Она привлекла меня к себе и приложила мой палец к своим губам.
— Искать счастье — дар более редкий, чем находить его.
Я попытался оспорить это утверждение, но она прервала меня:
— Я знаю, что ты скажешь. Ты скажешь, что веришь в нашу любовь, которую мы сможем обновлять каждую ночь, но я предпочитаю желание его исполнению.
Потом она попросила обнять ее. Я сильно прижал ее к себе, стал ласкать, надеясь внушить ей, что принимаю наложенные ею ограничения только из любви к ней и до поры, да, лишь до поры.
Позднее я попросил ее прочесть линии на моей ладони: была ли ими предопределена наша встреча?
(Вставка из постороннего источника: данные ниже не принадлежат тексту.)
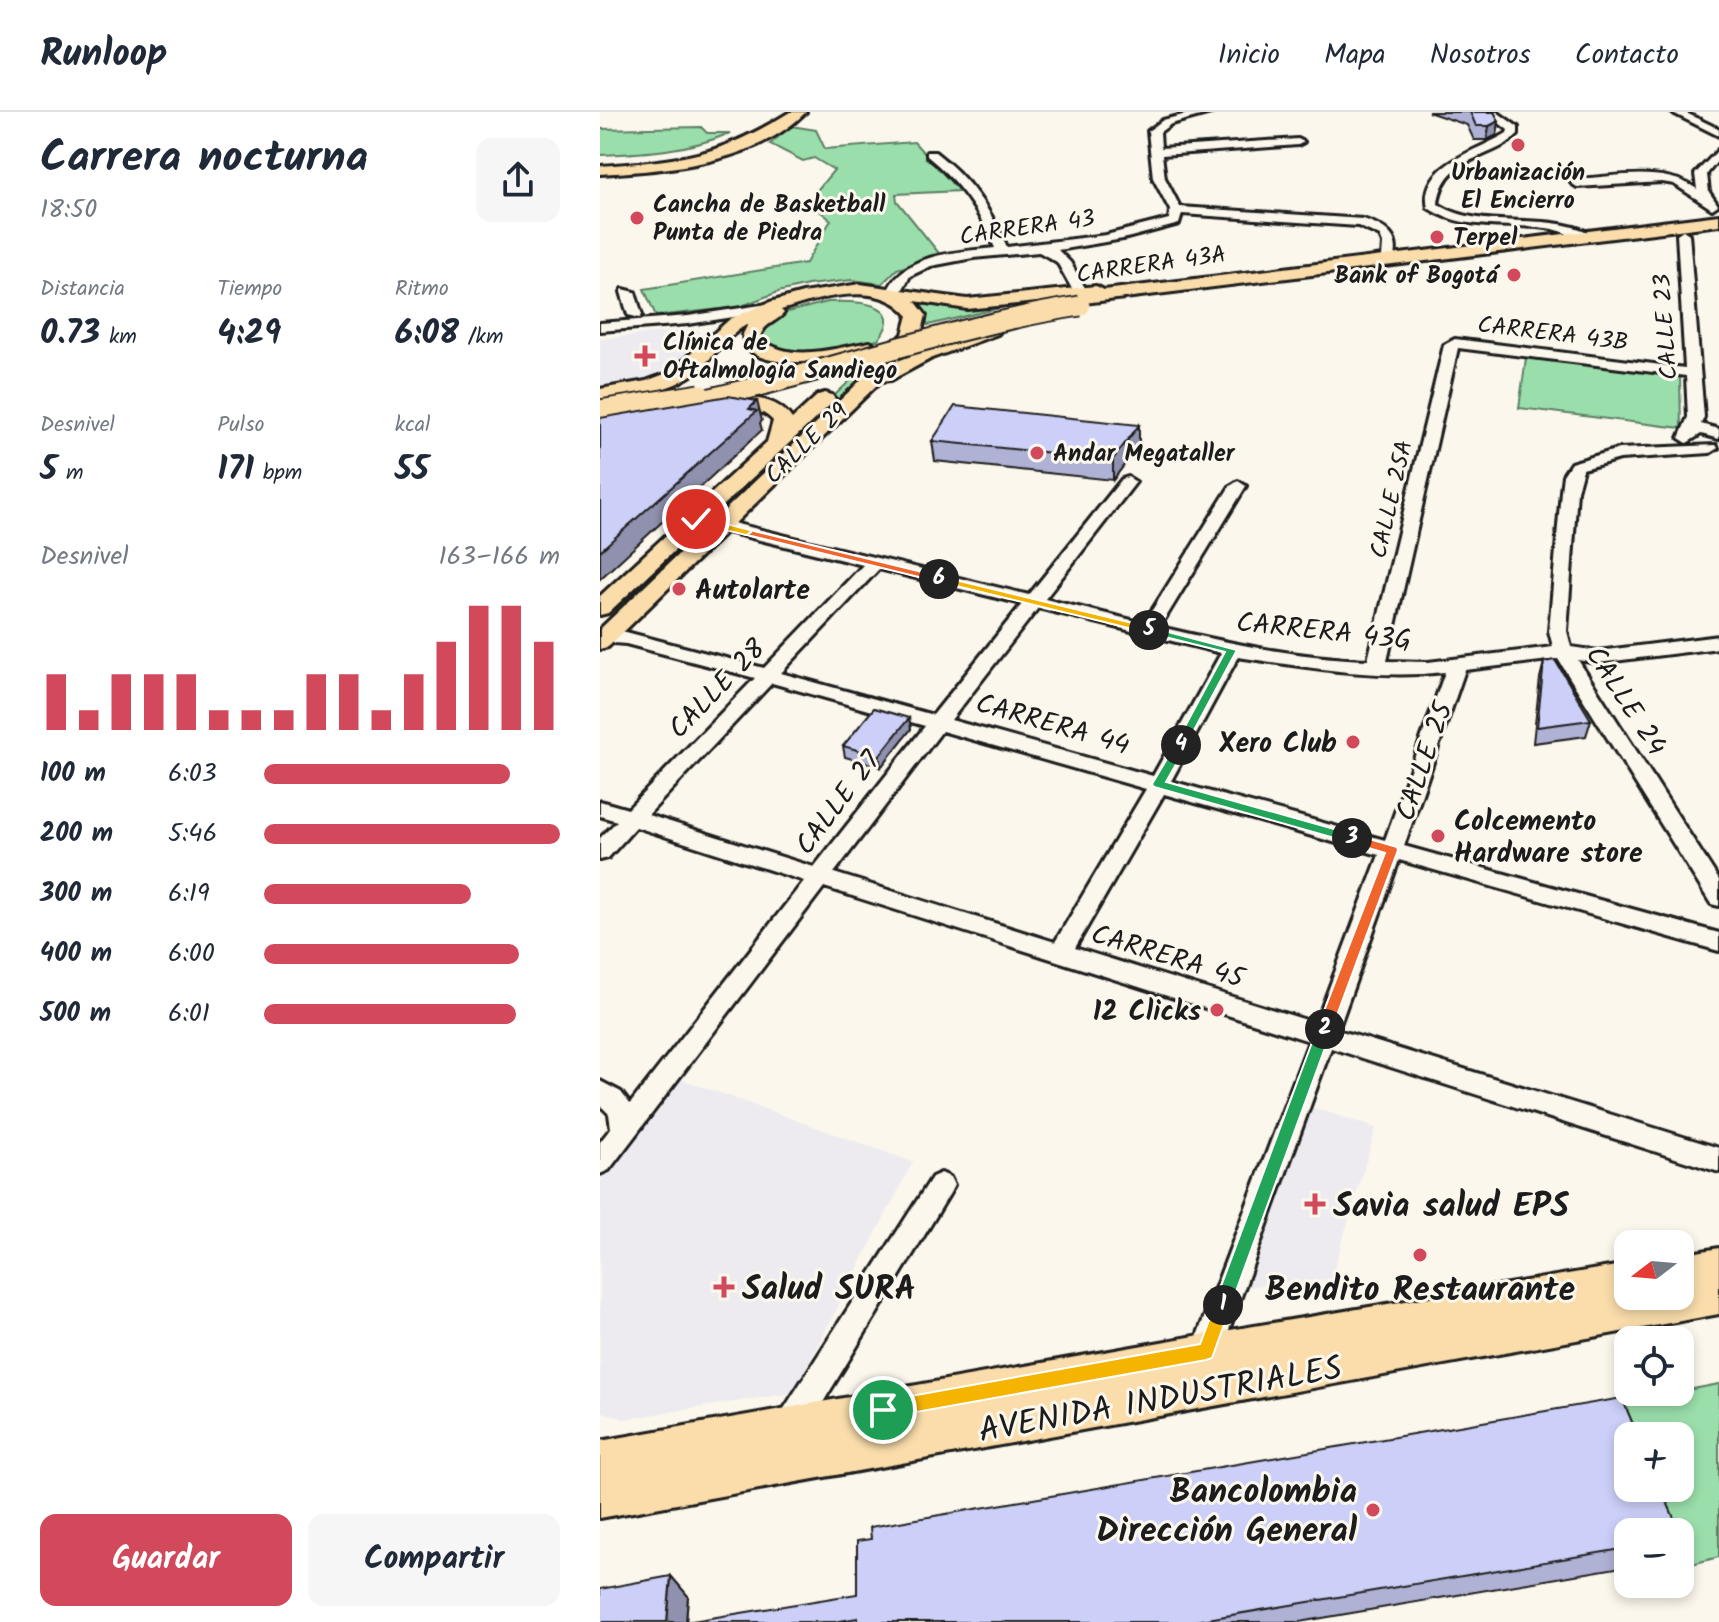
<!DOCTYPE html>
<html lang="es">
<meta charset="utf-8">
<style>
:root{--surface:#fff;--page:#f6f6f7;--text:#1f2937;--muted:#747a83;--line:#e0e1e3;--accent:#d1495b}
body{margin:0;font-family:Kalam,sans-serif;background:var(--page);color:var(--text);height:100vh;display:flex;flex-direction:column;font-size:30px;white-space:nowrap}
*{box-sizing:border-box;margin:0}
p{font-size:26px;color:var(--muted)}
.icon{flex:none;width:44px;height:44px;fill:none;stroke:currentColor;stroke-width:2;stroke-linecap:round;stroke-linejoin:round}
.map{position:relative;flex:1;overflow:hidden}
.sheet{display:flex;flex-direction:column;background:var(--surface);width:600px}
.sheet>*{flex:none}
.needle{width:52px;rotate:254deg}
.fabs{position:absolute;left:1014px;top:1118px;display:grid;gap:16px}
.fabs a{display:grid;place-items:center;width:80px;height:80px;border-radius:16px;background:var(--surface);box-shadow:0 4px 12px #0003;font-size:40px}
.pin{position:absolute;display:grid;place-items:center;width:68px;height:68px;color:#fff;margin:-34px;border:4px solid #fff;border-radius:50%;box-shadow:0 2px 8px #0007}
.km{position:absolute;width:40px;height:40px;margin:-20px;border-radius:50%;background:#222;color:#fff;font-size:22px;line-height:40px;text-align:center}
.round{display:grid;place-items:center;flex:none;width:84px;height:84px;border-radius:16px;background:var(--page)}
.overview{display:flex;align-items:center;justify-content:space-between;height:136px;padding:0 40px}
h1{font-size:44px;font-weight:700;line-height:60px}
.figures{display:grid;grid-template-columns:repeat(3,1fr);gap:12px;height:136px;padding:8px 40px}
.figures div{display:grid;align-content:center}
.figures b{font-size:34px;font-weight:700}
.figures small{font-size:22px;font-weight:400}
.figures p{font-size:22px}
.chart{height:224px;padding:16px 40px}
.chart p{display:flex;justify-content:space-between}
.chart svg{width:100%;height:144px;margin-top:8px;stroke:var(--accent);stroke-width:6}
.button{display:flex;gap:16px;margin-top:auto;padding:16px 40px}
.button a{flex:1;height:92px;border-radius:16px;background:var(--accent);color:#fff;font-size:32px;font-weight:700;line-height:92px;text-align:center}
.button a+a{background:var(--page);color:var(--text)}
ul{padding:0 40px;list-style:none;font-size:26px}
li{display:grid;grid-template-columns:128px 96px 1fr;align-items:center;height:60px}
li i{height:20px;border-radius:10px;background:var(--accent)}
header{display:flex;align-items:center;gap:48px;box-sizing:border-box;height:112px;padding:0 40px;background:var(--surface);border-bottom:2px solid var(--line)}
header strong{font-size:38px}
nav{display:flex;gap:44px;margin-inline-start:auto;font-size:28px}
main{display:flex;flex:1;min-height:0}
.map>svg:first-child{display:block}
.built{fill:#edebf0}
.green{fill:#9adfab;stroke:#5b7e64;stroke-width:2}
.lines{fill:none;stroke-linecap:round;stroke-linejoin:round}
.minor-casing{stroke:#1c1c1c;stroke-width:6}
.major-casing{stroke:#1c1c1c;stroke-width:6}
.minor{fill:#fbf7ec;fill-rule:evenodd}
.major{fill:#faddab;fill-rule:evenodd}
.major-bridge-casing{stroke:#1c1c1c;stroke-width:23;stroke-linecap:butt}
.major-bridge{stroke:#faddab;stroke-width:19}
.wall{fill:#afb2d5;stroke:#1c1c1c;stroke-width:2}
.shaded-wall{fill:#8f91ae;stroke:#1c1c1c;stroke-width:2}
.building{fill:#cccff8;stroke:#1c1c1c;stroke-width:2}
.split-1{fill:#f5b400;stroke:#fff;stroke-width:2}
.split-2{fill:#22a559;stroke:#fff;stroke-width:2}
.split-3{fill:#f0652b;stroke:#fff;stroke-width:2}
.split-4{fill:#22a559;stroke:#fff;stroke-width:2}
.split-5{fill:#22a559;stroke:#fff;stroke-width:2}
.split-6{fill:#f5b400;stroke:#fff;stroke-width:2}
.split-7{fill:#f0652b;stroke:#fff;stroke-width:2}
.split-8{fill:#f5b400;stroke:#fff;stroke-width:2}
.poi-dot{fill:#d1495b;stroke:#fbf7ec;stroke-width:3}
.labels{text-anchor:middle;stroke-width:6;stroke-linejoin:round;paint-order:stroke}
.far-poi-label{font-size:24px;font-weight:bold;fill:#1c1c1c;stroke:#fbf7ec;text-anchor:start}
.far-street-label{font-size:24px;fill:#1c1c1c;stroke:#fbf7ec}
.poi-label{font-size:28px;font-weight:bold;fill:#1c1c1c;stroke:#fbf7ec;text-anchor:start}
.street-label{font-size:28px;fill:#1c1c1c;stroke:#fbf7ec}
.near-poi-label{font-size:34px;font-weight:bold;fill:#1c1c1c;stroke:#fbf7ec;text-anchor:start}
.near-street-label{font-size:34px;fill:#1c1c1c;stroke:#fbf7ec}
</style>
<header>
<strong>Runloop</strong>
<nav><a>Inicio</a><a>Mapa</a><a>Nosotros</a><a>Contacto</a></nav>
</header>
<main>
<section class="sheet">
<div class="overview"><div><h1>Carrera nocturna</h1><p>18:50</p></div><a class="round"><svg class="icon" aria-label="share" viewBox="0 0 24 24"><path d="M12 15V3M7 8l5-5 5 5M5 13v7h14v-7"/></svg></a></div>
<div class="figures">
<div><p>Distancia</p><b>0.73<small> km</small></b></div>
<div><p>Tiempo</p><b>4:29</b></div>
<div><p>Ritmo</p><b>6:08<small> /km</small></b></div>
</div>
<div class="figures">
<div><p>Desnivel</p><b>5<small> m</small></b></div>
<div><p>Pulso</p><b>171<small> bpm</small></b></div>
<div><p>kcal</p><b>55</b></div>
</div>
<div class="chart"><p><span>Desnivel</span>163–166 m</p>
<svg viewBox="0 0 160 44" preserveAspectRatio="none"><path d="M5 44V27M15 44V38M25 44V27M35 44V27M45 44V27M55 44V38M65 44V38M75 44V38M85 44V27M95 44V27M105 44V38M115 44V27M125 44V17M135 44V6M145 44V6M155 44V17"/></svg>
</div>
<ul>
<li><b>100 m</b>6:03<i style="width:83%"></i></li>
<li><b>200 m</b>5:46<i style="width:100%"></i></li>
<li><b>300 m</b>6:19<i style="width:70%"></i></li>
<li><b>400 m</b>6:00<i style="width:86%"></i></li>
<li><b>500 m</b>6:01<i style="width:85%"></i></li>
</ul>
<div class="button"><a>Guardar</a><a>Compartir</a></div>
</section>
<div class="map">
<svg width="1119" height="1510" viewBox="0 0 1119 1510">
<rect width="100%" height="100%" fill="#fbf7ec"/>
<filter id="ink" filterUnits="userSpaceOnUse"><feTurbulence type="fractalNoise" baseFrequency=".0125" numOctaves="2"/><feDisplacementMap in="SourceGraphic" scale="16" xChannelSelector="R" yChannelSelector="G"/><feConvolveMatrix kernelMatrix="1 2 1 2 8 2 1 2 1" color-interpolation-filters="sRGB"/></filter>
<g filter="url(#ink)">
<g class="built">
<polygon points="82,218 97,218 106,224 103,232 69,264 0,281 0,227"/>
<polygon points="78,966 313,1050 193,1281 24,1307 0,1299 0,1069"/>
<polygon points="711,995 776,1016 731,1167 648,1175"/>
</g>
<g class="green">
<polygon points="191,14 216,18 225,37 314,30 359,79 296,82 297,89 342,145 297,157 282,172 252,168 208,173 178,180 139,195 56,204 44,177 206,151 231,108 217,97 213,83 234,58 214,46 203,49 170,32"/>
<path d="M101,15L107,21H130C88,39 45,41 0,43V17Z"/>
<path d="M228,190C254,189 309,189 278,228C246,234 175,255 156,220L172,204Z"/>
<polygon points="319,192 358,197 417,192 328,213"/>
<polygon points="926,246 1080,263 1081,316 919,296"/>
<polygon points="273,247 283,247 133,391 123,389"/>
<polygon points="92,419 100,421 20,498 12,496"/>
<polygon points="1119,1272 1119,1445 1084,1454 1080,1443 1080,1420 1071,1420 1053,1376 1080,1376 1080,1324 1033,1324 1020,1291"/>
</g>
<g class="lines">
<g class="minor-casing">
<g id="minor">
<path d="M595,0H614L571,12L560,20L561,36L698,27L704,30L698,33L562,43L565,66L580,95L763,107C785,114 803,125 793,150L782,147L783,131L780,124L758,114L582,102L579,112L523,127L458,138L470,150L488,181L486,184H476L457,150L439,140L373,146L331,154L310,164L299,184L287,181C302,141 358,140 395,136C379,98 359,70 327,44V40H335C369,66 390,96 407,135L506,123L569,107L570,98L553,66L548,19L563,8Z"/>
<path d="M885,0H897L918,15V23C888,50 844,43 838,92C882,120 940,99 988,120V126C975,127 960,117 946,116C904,111 864,119 828,96C818,52 879,39 907,21L908,18Z"/>
<polygon points="1071,0 1084,0 1119,17 1119,24"/>
<path d="M1119,37V47L1107,62L1109,80L1118,93L1112,97L1074,72L1062,70L977,75L971,71L977,67C1017,65 1062,54 1097,77L1095,62Z"/>
<path d="M1083,118L1089,122L1104,305L1101,312L1119,317V327L1101,322L1087,331L1079,326L1088,305L1086,264L858,236L787,549L828,550L953,535L949,519L961,379L963,363L971,351L1019,337L1116,333L1118,336L1110,341L1020,347L983,357L977,379L967,519L971,535L998,539L1119,524V536L998,551L978,548L1119,768V794L1111,792L958,547L865,558L804,734L1119,821V839L799,748L738,918L1119,1036V1060L731,936L621,1240L616,1250L606,1254L596,1250L591,1240L709,929L224,775L9,1058L0,1062V1030L11,1016L9,1002L0,993V969L21,980L30,992L204,769L36,715L8,746L0,748V726L17,709L0,704V689L28,697L155,566L26,532L0,530V518L26,520L164,556L263,453L90,411L88,407L90,403L96,402L429,483L522,367L528,365L536,370L445,487L544,511L630,374L638,369L646,374L560,515C629,531 698,546 768,548L844,233L855,227L1085,256L1077,122ZM279,457L422,492L333,603L181,561ZM438,496L621,541L553,664L351,608ZM638,545C706,555 776,568 845,560L785,728L571,669ZM172,571L325,614L214,755L48,703ZM342,619L546,677L455,830L234,761ZM564,682L779,743L716,911L475,836Z"/>
<polygon points="23,177 35,180 42,203 40,206 28,203 21,180"/>
<polygon points="168,192 173,193 173,199 88,212 0,219 0,211 88,204"/>
<polygon points="341,1061 350,1065 354,1073 350,1081 202,1325 191,1329 180,1325 176,1314 180,1303 332,1065"/>
</g>
</g>
<g class="major-casing">
<g id="major">
<path d="M190,0H206C154,52 69,58 0,62V54C82,48 118,45 190,0Z"/>
<path d="M1119,103V113L476,192L467,187L367,197L315,189L326,203L321,223L298,249L386,214H398L401,218L398,222L332,246L291,268L281,269L8,535L0,537V517L256,273L303,222L308,203C279,167 219,186 181,198L184,201C176,211 163,211 160,226C190,252 235,236 270,230L279,235L276,239C251,245 144,268 143,222L148,212C127,223 115,244 97,259C70,281 32,283 0,289V277L46,269L70,260L130,207L170,190L203,181L260,172L367,187L496,174L504,178Z"/>
<path d="M225,281L232,283L235,287L232,291L8,501L0,503V484L167,330L173,309C156,289 134,304 112,299L109,295L112,291C140,284 174,281 192,307L218,283Z"/>
<polygon points="1119,1136 1119,1202 0,1406 0,1329 606,1222 1028,1152 1028,1184 1080,1184 1080,1143"/>
</g>
</g>
<use href="#minor" class="minor"/>
<use href="#major" class="major"/>
<g class="major-bridge-casing">
<g id="major-bridge">
<path d="M84,292C217,264 345,215 480,194"/>
<polyline points="0,298 100,282"/>
</g>
</g>
<use href="#major-bridge" class="major-bridge"/>
</g>
<g class="wall">
<polygon points="828,0 894,0 899,9 897,23 887,28 874,28 867,13"/>
<polygon points="332,329 539,333 513,368 335,349"/>
<polygon points="944,550 991,608 986,624 933,631 940,566"/>
<polygon points="309,606 311,617 281,655 245,645 243,634"/>
<polygon points="1028,1420 1028,1454 699,1510 0,1510 71,1464 88,1484 86,1510"/>
</g>
<g class="shaded-wall">
<polygon points="899,9 897,23 887,28 889,14"/>
<polygon points="157,289 162,309 160,311 162,318 0,467 0,439"/>
<polygon points="539,313 539,333 513,368 513,347"/>
<polygon points="309,606 311,617 281,655 279,644"/>
<polygon points="71,1464 88,1484 86,1510 67,1510"/>
</g>
<g class="building">
<polygon points="870,0 894,0 899,9 889,14 876,14"/>
<polygon points="128,284 157,289 149,297 157,299 0,439 0,306"/>
<polygon points="355,294 539,313 513,347 332,329"/>
<polygon points="955,548 991,608 937,615 944,550"/>
<polygon points="274,596 309,606 279,644 243,634"/>
<polygon points="1022,1286 1038,1324 1028,1324 1028,1376 1061,1376 1080,1420 1028,1420 1028,1436 590,1510 258,1510 258,1506 234,1510 86,1510 257,1482 257,1429 271,1427 270,1415"/>
<polygon points="71,1464 67,1510 0,1510 0,1477"/>
</g>
</g>
<polygon class="split-1" points="623,1185 629,1187 631,1193 612,1246 606,1248 283,1306 277,1304 274,1298 277,1291 283,1289 600,1232 617,1187"/>
<polygon class="split-2" points="725,911 732,917 631,1193 629,1198 623,1201 617,1198 614,1193 717,917"/>
<polygon class="split-3" points="752,722 797,735 798,738 732,917 725,923 717,917 785,741 748,730 748,723"/>
<polygon class="split-4" points="577,630 587,633 566,670 752,722 759,726 752,731 554,675 552,672"/>
<polygon class="split-5" points="549,515 637,538 585,635 575,633 625,540 545,520 544,518"/>
<polygon class="split-6" points="339,464 549,515 555,518 549,521 336,469 336,465"/>
<polygon class="split-7" points="146,417 343,465 345,467 339,470 143,422 141,420"/>
<polygon class="split-8" points="96,404 150,418 151,420 146,423 92,410"/>
<g class="poi-dot">
<circle cx="918" cy="33" r="8"/>
<circle cx="37" cy="106" r="8"/>
<circle cx="837" cy="125" r="8"/>
<circle cx="914" cy="163" r="8"/>
<path d="M41 232h8v8h8v8h-8v8h-8v-8h-8v-8h8z"/>
<circle cx="437" cy="341" r="8"/>
<circle cx="79" cy="477" r="8"/>
<circle cx="753" cy="630" r="8"/>
<circle cx="838" cy="724" r="8"/>
<circle cx="617" cy="898" r="8"/>
<path d="M711 1080h8v8h8v8h-8v8h-8v-8h-8v-8h8z"/>
<circle cx="820" cy="1143" r="8"/>
<path d="M120 1163h8v8h8v8h-8v8h-8v-8h-8v-8h8z"/>
<circle cx="773" cy="1398" r="8"/>
</g>
<g class="labels">
<g class="far-poi-label">
<text x="918" y="68" text-anchor="middle">Urbanización<tspan x="918" dy="28">El Encierro</tspan></text>
<text x="53" y="100">Cancha de Basketball<tspan x="53" dy="28">Punta de Piedra</tspan></text>
<text x="853" y="133">Terpel</text>
<text x="898" y="171" text-anchor="end">Bank of Bogotá</text>
<text x="63" y="238">Clínica de<tspan x="63" dy="28">Oftalmología Sandiego</tspan></text>
<text x="453" y="349">Andar Megataller</text>
</g>
<g class="far-street-label">
<text transform="translate(427 115) rotate(-8)" y="8">CARRERA 43</text>
<text transform="translate(551 152) rotate(-8)" y="8">CARRERA 43A</text>
<text transform="translate(1065 215) rotate(-94)" y="8">CALLE 23</text>
<text transform="translate(953 221) rotate(7)" y="8">CARRERA 43B</text>
<text transform="translate(206 331) rotate(-44)" y="8">CALLE 29</text>
<text transform="translate(791 387) rotate(-77)" y="8">CALLE 25A</text>
</g>
<g class="poi-label">
<text x="95" y="487">Autolarte</text>
<text x="737" y="640" text-anchor="end">Xero Club</text>
<text x="854" y="718">Colcemento<tspan x="854" dy="32">Hardware store</tspan></text>
<text x="601" y="908" text-anchor="end">12 Clicks</text>
</g>
<g class="street-label">
<text transform="translate(724 518) rotate(6)" y="10">CARRERA 43G</text>
<text transform="translate(116 576) rotate(-46)" y="10">CALLE 28</text>
<text transform="translate(1027 588) rotate(57)" y="10">CALLE 24</text>
<text transform="translate(453 611) rotate(16)" y="10">CARRERA 44</text>
<text transform="translate(823 649) rotate(-71)" y="10">CALLE 25</text>
<text transform="translate(237 690) rotate(-53)" y="10">CALLE 27</text>
<text transform="translate(568 843) rotate(17)" y="10">CARRERA 45</text>
</g>
<g class="near-poi-label">
<text x="733" y="1104">Savia salud EPS</text>
<text x="142" y="1187">Salud SURA</text>
<text x="820" y="1188" text-anchor="middle">Bendito Restaurante</text>
<text x="757" y="1390" text-anchor="end">Bancolombia<tspan x="757" dy="39">Dirección General</tspan></text>
</g>
<g class="near-street-label">
<text transform="translate(560 1286) rotate(-10)" y="12">AVENIDA INDUSTRIALES</text>
</g>
</g>
</svg>
<div class="fabs">
<a><svg class="needle" viewBox="-14 -14 28 28"><path d="M0-13l5 13h-10z" fill="#e53935"/><path d="M0 13l5-13h-10z" fill="#747a83"/></svg></a>
<a><svg class="icon" aria-label="locate" viewBox="0 0 24 24"><circle cx="12" cy="12" r="6"/><path d="M12 2v4M12 18v4M2 12h4M18 12h4"/></svg></a>
<a>+</a>
<a>−</a>
</div>
<div class="pin" style="left:283px;top:1298px;background:#1e9e55"><svg class="icon" aria-label="arrive" viewBox="0 0 24 24"><path d="M6 21V4h12l-3 4 3 4H6"/></svg></div>
<div class="pin" style="left:96px;top:407px;background:#d93025"><svg class="icon" aria-label="check" viewBox="0 0 24 24"><path d="M5 12l5 5 9-10"/></svg></div>
<b class="km" style="left:623px;top:1193px">1</b>
<b class="km" style="left:725px;top:917px">2</b>
<b class="km" style="left:752px;top:726px">3</b>
<b class="km" style="left:581px;top:633px">4</b>
<b class="km" style="left:549px;top:518px">5</b>
<b class="km" style="left:339px;top:467px">6</b>
</div>
</main>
— Это опасно, — возразила она.
Ее страх был мне непонятен. Она объяснила, что однажды предсказала близкой подруге трагические события в течение ближайших месяцев.
— И что же? — спросил я.
Она не ответила.
Следующей ночью я стал расспрашивать ее о судьбе этой подруги. Она вновь замкнулась в непроницаемом молчании.
— Я не боюсь смерти, — сказал я, не зная, правда ли это.
Она стала читать линии на моей руке при свете луны, время от времени издавая восклицания — то восторженные, то печальные. Тщетно я пытался вытянуть из нее, что все это значит. Она сказала только одно:
— Ничего не опасайся. Ты не умрешь молодым.
— Меня не это интересует, — раздраженно бросил я. — Мне нужно знать, есть ли у нас общее будущее.
Она глубоко вздохнула и долго рассматривала звезды, прежде чем ответить:
— Ты все еще не понял? Для меня настоящее продолжает жить в будущем. Ты хочешь знать, что я вижу? Я не скажу тебе, не имею на это права. Все очень просто: я не вижу того, что хотела бы увидеть, а то, что вижу, мне не нравится.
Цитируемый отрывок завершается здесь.